Ao contar sua vida, que cresce luminosa até alcançar a plenitude de um trágico fenômeno, do qual se origina a narrativa, Nirlando Beirão decidiu entrecruzá-la com a do avô, cujo drama pessoal, só mais tarde apreendido e compreendido pelo neto, é compartilhado no itinerário comum da perda e da angústia, do prazer e da perplexidade, da dor e do fim. Jornalista, e um dos melhores do país, ele procurara, antes, deslindar um enigma familiar. A doença incurável, no entanto, provocou a junção das duas metas, e o biógrafo reportou-se a si mesmo, na companhia solidária do ancestral. Ambos caminham pelo labirinto de revelações. Nirlando, no “duvidoso privilégio de chorar todos os dias a própria morte”; o avô, enfim reconciliado consigo e com o clã pela certeza da verdade. Nada, porém, deixa de revestir-se de humor e ironia, graça e espírito. Recorro a Drauzio Varella, que vê no resultado da jornada “uma reflexão profunda sobre o significado e a fragilidade da existência humana”. Uma obra viva e contemporânea renova e revigora o gênero autobiográfico, ao conferir ao autor a senha que o consagra na literatura. 

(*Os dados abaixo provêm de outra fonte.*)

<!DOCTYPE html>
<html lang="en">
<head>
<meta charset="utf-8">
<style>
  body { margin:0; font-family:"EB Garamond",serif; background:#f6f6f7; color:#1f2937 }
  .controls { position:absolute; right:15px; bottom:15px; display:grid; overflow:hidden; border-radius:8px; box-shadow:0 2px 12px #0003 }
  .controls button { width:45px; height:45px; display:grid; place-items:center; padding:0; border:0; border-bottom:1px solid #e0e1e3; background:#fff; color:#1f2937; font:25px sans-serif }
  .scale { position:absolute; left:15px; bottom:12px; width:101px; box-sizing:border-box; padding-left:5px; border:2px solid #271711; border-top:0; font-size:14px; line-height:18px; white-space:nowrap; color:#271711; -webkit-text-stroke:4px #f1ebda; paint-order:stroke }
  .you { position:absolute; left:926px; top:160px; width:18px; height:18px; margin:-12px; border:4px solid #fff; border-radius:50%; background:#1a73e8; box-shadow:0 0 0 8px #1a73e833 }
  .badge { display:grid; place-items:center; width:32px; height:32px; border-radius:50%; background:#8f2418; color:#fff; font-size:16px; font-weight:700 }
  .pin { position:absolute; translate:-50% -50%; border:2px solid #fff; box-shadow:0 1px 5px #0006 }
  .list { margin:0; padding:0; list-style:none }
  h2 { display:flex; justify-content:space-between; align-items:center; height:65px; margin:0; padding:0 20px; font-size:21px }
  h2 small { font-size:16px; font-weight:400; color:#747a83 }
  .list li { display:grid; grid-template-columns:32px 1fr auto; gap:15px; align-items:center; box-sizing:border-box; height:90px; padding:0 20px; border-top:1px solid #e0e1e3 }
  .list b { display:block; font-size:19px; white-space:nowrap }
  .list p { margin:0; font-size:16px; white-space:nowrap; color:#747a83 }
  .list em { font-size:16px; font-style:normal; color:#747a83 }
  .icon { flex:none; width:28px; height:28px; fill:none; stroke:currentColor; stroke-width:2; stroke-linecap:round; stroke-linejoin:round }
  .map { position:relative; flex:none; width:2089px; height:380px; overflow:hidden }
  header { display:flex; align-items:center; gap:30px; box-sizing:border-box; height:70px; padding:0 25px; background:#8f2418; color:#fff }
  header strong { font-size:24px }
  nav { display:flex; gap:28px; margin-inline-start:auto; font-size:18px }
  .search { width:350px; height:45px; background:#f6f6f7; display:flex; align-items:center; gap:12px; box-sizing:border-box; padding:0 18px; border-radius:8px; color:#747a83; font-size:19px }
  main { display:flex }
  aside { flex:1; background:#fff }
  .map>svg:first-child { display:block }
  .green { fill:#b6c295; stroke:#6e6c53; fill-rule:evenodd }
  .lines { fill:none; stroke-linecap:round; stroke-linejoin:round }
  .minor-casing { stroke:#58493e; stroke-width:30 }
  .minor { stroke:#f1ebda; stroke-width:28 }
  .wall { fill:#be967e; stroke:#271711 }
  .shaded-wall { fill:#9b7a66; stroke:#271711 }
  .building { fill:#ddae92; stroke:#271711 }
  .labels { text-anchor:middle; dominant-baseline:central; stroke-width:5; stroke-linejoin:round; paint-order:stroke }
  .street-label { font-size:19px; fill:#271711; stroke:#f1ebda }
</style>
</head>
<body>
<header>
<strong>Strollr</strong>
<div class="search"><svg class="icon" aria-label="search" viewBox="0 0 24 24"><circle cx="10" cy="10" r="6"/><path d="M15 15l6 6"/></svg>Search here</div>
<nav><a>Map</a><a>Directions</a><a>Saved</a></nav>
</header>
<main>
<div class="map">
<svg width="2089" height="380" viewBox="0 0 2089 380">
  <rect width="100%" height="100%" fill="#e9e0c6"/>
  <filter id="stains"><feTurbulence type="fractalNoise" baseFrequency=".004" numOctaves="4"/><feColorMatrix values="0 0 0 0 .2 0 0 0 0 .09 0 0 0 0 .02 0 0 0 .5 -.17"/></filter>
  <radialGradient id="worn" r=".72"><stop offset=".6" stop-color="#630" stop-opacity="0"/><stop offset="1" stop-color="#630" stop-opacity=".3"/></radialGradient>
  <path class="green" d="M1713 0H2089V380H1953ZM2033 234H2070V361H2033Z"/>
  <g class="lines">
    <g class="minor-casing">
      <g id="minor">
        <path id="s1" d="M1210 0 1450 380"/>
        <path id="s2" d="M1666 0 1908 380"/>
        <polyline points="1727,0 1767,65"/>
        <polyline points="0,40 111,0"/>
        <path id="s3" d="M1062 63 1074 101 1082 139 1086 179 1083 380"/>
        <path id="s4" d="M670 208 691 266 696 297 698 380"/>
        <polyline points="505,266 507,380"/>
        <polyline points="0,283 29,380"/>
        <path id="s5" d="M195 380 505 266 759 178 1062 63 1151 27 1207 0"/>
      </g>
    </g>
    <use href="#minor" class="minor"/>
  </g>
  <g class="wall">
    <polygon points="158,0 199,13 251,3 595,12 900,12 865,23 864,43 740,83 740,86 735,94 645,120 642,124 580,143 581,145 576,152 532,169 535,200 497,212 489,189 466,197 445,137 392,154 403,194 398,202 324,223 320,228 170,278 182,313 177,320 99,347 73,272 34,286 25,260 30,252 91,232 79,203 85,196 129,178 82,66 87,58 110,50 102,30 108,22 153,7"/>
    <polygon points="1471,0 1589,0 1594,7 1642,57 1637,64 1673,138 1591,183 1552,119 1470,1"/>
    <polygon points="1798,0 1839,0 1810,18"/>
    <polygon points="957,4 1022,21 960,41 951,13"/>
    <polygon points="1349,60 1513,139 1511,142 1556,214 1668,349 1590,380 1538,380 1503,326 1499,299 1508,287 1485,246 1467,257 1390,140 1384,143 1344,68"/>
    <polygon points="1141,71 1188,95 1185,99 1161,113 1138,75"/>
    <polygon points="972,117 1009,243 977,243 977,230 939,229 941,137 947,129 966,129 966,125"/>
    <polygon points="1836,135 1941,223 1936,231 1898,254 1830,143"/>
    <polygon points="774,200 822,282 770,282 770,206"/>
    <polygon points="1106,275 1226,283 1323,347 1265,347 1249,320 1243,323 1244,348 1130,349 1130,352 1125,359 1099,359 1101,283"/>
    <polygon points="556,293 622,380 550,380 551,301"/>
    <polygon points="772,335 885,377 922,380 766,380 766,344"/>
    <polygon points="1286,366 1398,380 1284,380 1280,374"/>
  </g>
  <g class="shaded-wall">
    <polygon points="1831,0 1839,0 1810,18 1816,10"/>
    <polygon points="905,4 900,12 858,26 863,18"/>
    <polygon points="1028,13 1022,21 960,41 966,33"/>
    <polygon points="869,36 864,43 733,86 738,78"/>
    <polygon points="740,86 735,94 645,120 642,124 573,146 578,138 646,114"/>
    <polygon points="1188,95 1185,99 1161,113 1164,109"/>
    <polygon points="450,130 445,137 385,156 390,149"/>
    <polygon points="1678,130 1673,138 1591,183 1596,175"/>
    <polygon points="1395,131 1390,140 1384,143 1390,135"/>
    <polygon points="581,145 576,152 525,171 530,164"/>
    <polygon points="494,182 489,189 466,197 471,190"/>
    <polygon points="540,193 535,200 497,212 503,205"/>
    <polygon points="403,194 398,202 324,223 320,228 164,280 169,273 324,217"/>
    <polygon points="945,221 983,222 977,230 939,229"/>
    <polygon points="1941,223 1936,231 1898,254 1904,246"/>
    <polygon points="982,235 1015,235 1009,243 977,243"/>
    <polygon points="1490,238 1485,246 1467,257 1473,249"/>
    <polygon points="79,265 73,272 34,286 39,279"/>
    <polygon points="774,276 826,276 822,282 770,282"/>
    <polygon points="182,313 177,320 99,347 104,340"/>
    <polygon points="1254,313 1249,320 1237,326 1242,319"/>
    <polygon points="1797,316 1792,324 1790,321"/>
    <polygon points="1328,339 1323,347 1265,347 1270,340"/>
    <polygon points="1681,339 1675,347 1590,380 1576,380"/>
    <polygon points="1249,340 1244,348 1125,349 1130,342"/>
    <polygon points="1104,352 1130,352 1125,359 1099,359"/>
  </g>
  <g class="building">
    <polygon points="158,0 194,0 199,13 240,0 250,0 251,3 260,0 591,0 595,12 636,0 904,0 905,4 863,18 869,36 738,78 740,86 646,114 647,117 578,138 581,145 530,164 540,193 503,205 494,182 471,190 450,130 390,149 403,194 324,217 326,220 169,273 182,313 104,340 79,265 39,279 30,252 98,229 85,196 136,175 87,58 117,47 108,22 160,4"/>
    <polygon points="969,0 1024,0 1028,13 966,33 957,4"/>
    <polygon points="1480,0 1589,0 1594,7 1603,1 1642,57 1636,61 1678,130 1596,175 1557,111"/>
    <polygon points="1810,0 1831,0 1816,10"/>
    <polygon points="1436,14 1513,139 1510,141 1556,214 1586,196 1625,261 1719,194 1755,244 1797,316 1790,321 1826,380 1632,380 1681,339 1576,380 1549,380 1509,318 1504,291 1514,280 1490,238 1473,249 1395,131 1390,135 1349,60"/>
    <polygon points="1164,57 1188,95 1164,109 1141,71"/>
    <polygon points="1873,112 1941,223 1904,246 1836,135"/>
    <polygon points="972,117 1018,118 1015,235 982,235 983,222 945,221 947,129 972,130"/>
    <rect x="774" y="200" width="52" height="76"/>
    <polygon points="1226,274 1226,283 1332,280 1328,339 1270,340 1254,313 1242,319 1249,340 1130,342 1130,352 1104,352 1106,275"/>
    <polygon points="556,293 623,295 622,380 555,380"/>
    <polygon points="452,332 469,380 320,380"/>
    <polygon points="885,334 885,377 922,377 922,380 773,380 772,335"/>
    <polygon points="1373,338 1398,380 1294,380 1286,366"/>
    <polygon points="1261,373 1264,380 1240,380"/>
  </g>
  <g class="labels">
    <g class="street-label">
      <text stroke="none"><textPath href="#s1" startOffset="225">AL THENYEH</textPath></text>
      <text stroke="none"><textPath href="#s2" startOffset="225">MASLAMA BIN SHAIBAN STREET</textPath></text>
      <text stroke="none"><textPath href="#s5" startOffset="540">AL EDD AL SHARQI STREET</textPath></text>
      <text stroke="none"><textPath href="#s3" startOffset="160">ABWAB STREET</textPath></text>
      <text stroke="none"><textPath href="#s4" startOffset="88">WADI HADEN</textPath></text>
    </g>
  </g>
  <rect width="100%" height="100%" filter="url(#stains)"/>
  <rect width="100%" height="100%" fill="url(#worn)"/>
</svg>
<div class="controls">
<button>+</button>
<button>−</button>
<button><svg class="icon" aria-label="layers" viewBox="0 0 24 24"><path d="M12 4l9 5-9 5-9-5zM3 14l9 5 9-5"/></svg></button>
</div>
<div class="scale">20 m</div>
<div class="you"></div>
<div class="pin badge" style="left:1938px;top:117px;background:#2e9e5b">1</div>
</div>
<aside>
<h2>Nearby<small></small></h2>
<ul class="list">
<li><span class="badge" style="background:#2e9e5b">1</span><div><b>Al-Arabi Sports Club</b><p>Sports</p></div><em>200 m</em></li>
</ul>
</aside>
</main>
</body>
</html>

Antonio Candido terminou seu ensaio com a citação de um outro mineiro, raramente lembrado, porém de fundamental importância na poesia brasileira: Emílio Moura. Como não evocá-lo de novo? Em “Permanência da Poesia”, está escrito: (…) “A beleza é eterna. A poesia é eterna./ A liberdade é eterna./ Podem exilar a poesia: exilada, ainda será mais límpida.// As horas passam, os homens caem,/ a poesia fica.// Aproxima-te e escuta./ Há uma voz na noite!// Olha: há uma luz na noite!”.

Referências

“Meus começos e meu fim”, Nirlando Beirão, Companhia das Letras, São Paulo, SP, 2019.

“A Autobiografia Poética e Ficcional na Literatura de Minas”, Antonio Candido de Melo e Sousa, IV Seminário de Estudos Mineiros, Edições do Cinquentenário da UFMG, Volume I, Imprensa Universitária, Belo Horizonte, MG, 1977.